Interview of Bishop Bernard Fellay with Present

Source: FSSPX News


How has the Motu Proprio been faring since September 14?

The feedbacks I have had so far are rather negative. Some bishops are obviously trying to limit its application. There is in this, a certain irony, inasmuch as they are acting a little as if the Motu Proprio were creating a disorder because there is no need henceforth to ask their permission to celebrate the sacraments according to the traditional rite. This is an objective opposition to the magnanimity which the pope intended to show.


Nevertheless this Motu Proprio remains positive in your eyes?

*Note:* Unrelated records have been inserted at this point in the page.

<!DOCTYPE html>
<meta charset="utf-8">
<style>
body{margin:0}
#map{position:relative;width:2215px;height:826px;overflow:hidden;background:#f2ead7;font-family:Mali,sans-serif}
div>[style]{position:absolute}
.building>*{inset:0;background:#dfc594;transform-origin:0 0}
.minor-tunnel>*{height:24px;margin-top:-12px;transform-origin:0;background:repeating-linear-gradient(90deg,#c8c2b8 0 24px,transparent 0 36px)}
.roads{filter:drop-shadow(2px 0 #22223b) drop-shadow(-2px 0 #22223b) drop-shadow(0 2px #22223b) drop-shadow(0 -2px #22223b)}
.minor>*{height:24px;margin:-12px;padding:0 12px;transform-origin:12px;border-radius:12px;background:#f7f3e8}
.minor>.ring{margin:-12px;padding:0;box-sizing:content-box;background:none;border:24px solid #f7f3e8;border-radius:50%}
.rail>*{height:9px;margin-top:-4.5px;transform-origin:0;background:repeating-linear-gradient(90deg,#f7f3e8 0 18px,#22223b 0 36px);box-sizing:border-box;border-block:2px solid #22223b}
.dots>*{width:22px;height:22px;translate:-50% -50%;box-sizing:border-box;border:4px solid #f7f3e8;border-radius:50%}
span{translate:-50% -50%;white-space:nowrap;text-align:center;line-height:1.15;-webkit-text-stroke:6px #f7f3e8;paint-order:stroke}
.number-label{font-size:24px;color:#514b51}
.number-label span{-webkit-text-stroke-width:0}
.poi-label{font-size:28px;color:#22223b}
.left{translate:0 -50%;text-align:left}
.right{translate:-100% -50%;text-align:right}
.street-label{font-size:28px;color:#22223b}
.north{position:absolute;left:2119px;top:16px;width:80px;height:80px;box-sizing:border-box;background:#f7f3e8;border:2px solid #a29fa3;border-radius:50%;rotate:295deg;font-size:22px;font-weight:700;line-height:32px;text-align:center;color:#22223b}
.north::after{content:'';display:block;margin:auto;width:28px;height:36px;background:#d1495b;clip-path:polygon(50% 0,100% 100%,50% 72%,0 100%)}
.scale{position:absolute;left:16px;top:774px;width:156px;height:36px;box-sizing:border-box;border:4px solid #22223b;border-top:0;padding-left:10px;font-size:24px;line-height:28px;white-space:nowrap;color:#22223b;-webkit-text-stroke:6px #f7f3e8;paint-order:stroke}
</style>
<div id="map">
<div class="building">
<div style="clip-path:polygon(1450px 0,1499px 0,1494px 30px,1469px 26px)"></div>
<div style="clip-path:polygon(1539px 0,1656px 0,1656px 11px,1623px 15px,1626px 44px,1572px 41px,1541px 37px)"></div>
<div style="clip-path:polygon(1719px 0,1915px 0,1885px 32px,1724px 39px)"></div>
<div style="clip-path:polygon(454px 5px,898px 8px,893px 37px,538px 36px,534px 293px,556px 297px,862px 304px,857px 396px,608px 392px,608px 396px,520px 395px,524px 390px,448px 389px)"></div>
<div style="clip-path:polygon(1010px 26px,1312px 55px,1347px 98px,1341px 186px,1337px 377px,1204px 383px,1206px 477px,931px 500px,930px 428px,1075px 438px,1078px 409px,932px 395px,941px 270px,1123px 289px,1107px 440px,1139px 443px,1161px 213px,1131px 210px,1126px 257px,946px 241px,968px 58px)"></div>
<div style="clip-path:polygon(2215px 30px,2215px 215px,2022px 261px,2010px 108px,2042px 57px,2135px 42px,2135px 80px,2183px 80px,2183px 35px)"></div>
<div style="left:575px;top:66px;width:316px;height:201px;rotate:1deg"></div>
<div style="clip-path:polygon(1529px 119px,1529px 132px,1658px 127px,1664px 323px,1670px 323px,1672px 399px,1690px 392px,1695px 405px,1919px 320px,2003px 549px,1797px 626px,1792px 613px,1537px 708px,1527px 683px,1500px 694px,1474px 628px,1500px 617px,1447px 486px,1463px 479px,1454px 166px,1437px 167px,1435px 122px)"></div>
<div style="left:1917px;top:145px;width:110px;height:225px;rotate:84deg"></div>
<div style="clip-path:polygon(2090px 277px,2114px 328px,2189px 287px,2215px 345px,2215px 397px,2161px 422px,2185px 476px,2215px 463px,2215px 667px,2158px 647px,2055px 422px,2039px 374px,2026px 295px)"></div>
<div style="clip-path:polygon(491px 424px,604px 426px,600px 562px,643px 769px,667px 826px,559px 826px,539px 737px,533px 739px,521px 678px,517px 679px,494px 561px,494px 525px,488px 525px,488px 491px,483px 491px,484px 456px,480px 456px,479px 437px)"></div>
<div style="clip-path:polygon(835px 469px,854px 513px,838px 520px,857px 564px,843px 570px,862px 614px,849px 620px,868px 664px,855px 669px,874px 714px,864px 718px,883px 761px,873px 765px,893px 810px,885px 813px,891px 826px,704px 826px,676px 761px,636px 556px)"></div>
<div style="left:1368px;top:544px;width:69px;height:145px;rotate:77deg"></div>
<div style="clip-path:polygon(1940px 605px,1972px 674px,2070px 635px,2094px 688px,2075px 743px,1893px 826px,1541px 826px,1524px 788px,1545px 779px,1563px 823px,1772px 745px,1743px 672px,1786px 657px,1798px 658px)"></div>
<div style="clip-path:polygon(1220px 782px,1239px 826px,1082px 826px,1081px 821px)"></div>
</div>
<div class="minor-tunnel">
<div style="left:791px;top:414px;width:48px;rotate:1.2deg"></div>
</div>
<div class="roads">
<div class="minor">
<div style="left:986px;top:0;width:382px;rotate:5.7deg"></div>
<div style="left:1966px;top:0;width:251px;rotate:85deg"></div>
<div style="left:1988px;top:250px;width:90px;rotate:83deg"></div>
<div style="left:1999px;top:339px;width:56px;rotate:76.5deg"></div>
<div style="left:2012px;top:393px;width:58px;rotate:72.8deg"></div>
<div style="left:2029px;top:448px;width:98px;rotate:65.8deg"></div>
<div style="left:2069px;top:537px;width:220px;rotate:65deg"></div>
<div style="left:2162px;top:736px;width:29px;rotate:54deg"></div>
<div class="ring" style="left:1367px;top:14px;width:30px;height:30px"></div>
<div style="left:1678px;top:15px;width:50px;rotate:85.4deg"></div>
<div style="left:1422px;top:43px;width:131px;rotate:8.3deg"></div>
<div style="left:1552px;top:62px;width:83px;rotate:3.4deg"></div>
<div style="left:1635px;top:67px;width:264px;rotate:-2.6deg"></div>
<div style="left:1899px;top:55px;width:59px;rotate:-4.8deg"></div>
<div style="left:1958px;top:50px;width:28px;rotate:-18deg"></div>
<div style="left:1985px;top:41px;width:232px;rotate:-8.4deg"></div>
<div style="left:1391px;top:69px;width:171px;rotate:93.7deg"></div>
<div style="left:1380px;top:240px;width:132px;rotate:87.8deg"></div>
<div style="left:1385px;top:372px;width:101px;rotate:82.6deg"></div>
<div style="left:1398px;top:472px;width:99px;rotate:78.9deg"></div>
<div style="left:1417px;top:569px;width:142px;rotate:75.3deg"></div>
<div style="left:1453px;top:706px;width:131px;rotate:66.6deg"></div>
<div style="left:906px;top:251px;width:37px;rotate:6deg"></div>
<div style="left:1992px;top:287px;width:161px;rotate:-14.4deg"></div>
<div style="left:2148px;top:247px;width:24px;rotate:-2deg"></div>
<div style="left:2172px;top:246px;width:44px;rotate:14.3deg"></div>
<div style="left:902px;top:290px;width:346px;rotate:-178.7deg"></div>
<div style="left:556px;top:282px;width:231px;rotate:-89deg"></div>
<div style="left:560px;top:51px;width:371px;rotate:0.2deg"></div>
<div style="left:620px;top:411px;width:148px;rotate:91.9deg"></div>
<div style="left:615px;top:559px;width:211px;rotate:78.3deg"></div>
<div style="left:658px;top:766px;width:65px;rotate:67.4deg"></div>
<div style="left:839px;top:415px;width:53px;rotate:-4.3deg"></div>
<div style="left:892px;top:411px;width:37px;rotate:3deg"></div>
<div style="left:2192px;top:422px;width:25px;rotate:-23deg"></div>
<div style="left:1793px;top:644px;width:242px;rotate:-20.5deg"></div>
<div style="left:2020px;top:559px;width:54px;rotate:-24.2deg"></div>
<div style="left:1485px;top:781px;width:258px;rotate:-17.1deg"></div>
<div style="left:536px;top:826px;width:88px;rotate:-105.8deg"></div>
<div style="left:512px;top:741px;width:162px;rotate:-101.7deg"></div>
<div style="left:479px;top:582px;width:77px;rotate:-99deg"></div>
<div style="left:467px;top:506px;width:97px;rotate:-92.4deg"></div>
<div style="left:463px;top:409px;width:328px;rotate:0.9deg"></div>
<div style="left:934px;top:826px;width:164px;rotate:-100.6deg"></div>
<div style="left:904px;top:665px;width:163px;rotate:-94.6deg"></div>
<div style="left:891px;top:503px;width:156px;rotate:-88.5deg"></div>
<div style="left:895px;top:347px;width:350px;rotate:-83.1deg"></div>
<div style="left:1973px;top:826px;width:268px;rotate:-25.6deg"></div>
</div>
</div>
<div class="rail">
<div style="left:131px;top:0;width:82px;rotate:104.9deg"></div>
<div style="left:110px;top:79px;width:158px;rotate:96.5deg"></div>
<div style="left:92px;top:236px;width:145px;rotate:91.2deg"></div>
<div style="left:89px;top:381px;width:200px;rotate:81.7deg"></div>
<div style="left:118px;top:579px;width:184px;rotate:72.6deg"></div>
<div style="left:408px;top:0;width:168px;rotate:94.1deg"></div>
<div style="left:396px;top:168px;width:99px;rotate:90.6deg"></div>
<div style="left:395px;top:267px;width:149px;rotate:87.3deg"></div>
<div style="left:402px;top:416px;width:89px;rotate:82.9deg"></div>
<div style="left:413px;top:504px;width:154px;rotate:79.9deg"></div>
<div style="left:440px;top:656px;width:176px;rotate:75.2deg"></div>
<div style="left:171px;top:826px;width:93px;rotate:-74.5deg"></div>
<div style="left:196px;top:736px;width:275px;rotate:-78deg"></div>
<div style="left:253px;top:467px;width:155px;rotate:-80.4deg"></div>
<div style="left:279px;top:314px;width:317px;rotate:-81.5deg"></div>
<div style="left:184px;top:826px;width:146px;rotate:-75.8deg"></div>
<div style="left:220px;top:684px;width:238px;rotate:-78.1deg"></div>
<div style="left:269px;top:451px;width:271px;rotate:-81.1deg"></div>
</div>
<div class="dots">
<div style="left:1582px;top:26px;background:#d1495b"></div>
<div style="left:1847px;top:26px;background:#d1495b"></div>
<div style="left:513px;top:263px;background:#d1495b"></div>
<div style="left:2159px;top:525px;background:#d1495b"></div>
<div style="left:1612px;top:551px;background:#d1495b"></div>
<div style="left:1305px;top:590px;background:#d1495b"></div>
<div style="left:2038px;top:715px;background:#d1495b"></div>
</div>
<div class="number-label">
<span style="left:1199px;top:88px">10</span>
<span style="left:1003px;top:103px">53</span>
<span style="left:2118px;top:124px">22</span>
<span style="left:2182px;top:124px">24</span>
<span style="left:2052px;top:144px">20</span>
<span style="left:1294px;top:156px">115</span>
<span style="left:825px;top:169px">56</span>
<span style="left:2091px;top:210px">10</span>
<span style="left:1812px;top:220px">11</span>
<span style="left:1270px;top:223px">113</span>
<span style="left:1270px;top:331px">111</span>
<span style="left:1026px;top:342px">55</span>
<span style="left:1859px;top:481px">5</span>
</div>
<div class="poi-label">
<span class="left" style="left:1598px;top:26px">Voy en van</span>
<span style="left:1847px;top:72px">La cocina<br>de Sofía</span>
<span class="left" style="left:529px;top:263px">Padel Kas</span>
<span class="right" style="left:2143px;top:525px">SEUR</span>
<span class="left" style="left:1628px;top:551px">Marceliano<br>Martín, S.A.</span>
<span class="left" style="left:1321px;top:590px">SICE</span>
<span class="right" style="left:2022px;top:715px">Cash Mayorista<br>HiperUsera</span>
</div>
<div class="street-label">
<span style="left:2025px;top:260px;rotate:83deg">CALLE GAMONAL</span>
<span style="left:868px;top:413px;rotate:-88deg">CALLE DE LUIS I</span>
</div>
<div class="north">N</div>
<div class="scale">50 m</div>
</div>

Indeed, the cause of our joy is that it states that the Mass of St. Pius V has never been abrogated. This includes   many  implications. To begin with the fact that, since it has continued to exist, it has always been a universal Church law. The conciliar reform was not able to replace the old Mass, even if it outlawed it as it were.


Does this mean that the crisis is over?

Not at all! We have henceforth the mission of helping to re-introduce the rite. Numerous priests are asking us to help them to celebrate it. And their testimonies can be summed up in the words of a Roman prelate: “The priest cannot find his identity in the new Mass.” Of course, this will take much time.


Isn’t it paradoxical to state, in the tone of a warm connivence for the pope, that this Motu Proprio means an undeniable step forward and that you expect much from it, and to say, at the same time, that it will take much time -- probably several generations?

No! because any coin has two sides. On the one hand, there is the possibility of immediate practical result; on the other, peace in the Church by the resolution of the crisis at its very root which is doctrinal. The present situation is very much contrasted. To be complete, we must take both sides into account.


Yet, according to the person you are addressing, you seem to present either mostly one side another…

It is a matter of seeing where the person you are speaking to is standing, and of reaching him where he is. With our faithful, I try to give the correct guideline, and to correct errors. My concern is to give them and make them retain the Catholic spirit, namely an unfailing attachment to the faith, and on another level, an attachment to the Church.


But you said to some journalists that you were expecting “much more” from the impetus given by the pope since the Motu Proprio.

When I am saying that, I am considering the possibility of finding practical remedies relatively soon. But when I tell the faithful that it will probably take several generations, I am speaking of the peace which the Church will recover by a solution of the doctrinal crisis. If you want to combine both viewpoints, both sides of the coin, it means that practical remedies will intervene long before the end of the crisis.

Yet, even for the first point, all the necessary conditions will have to be obtained. There is, of course, the Mass such as we have regained it in the Motu Proprio. The withdrawal of the decree of excommunication does not seem to meet with any difficulty. But first of all, let them stop trying to make us swallow poison as far as the faith and dogma are concerned. This is always the first and main condition.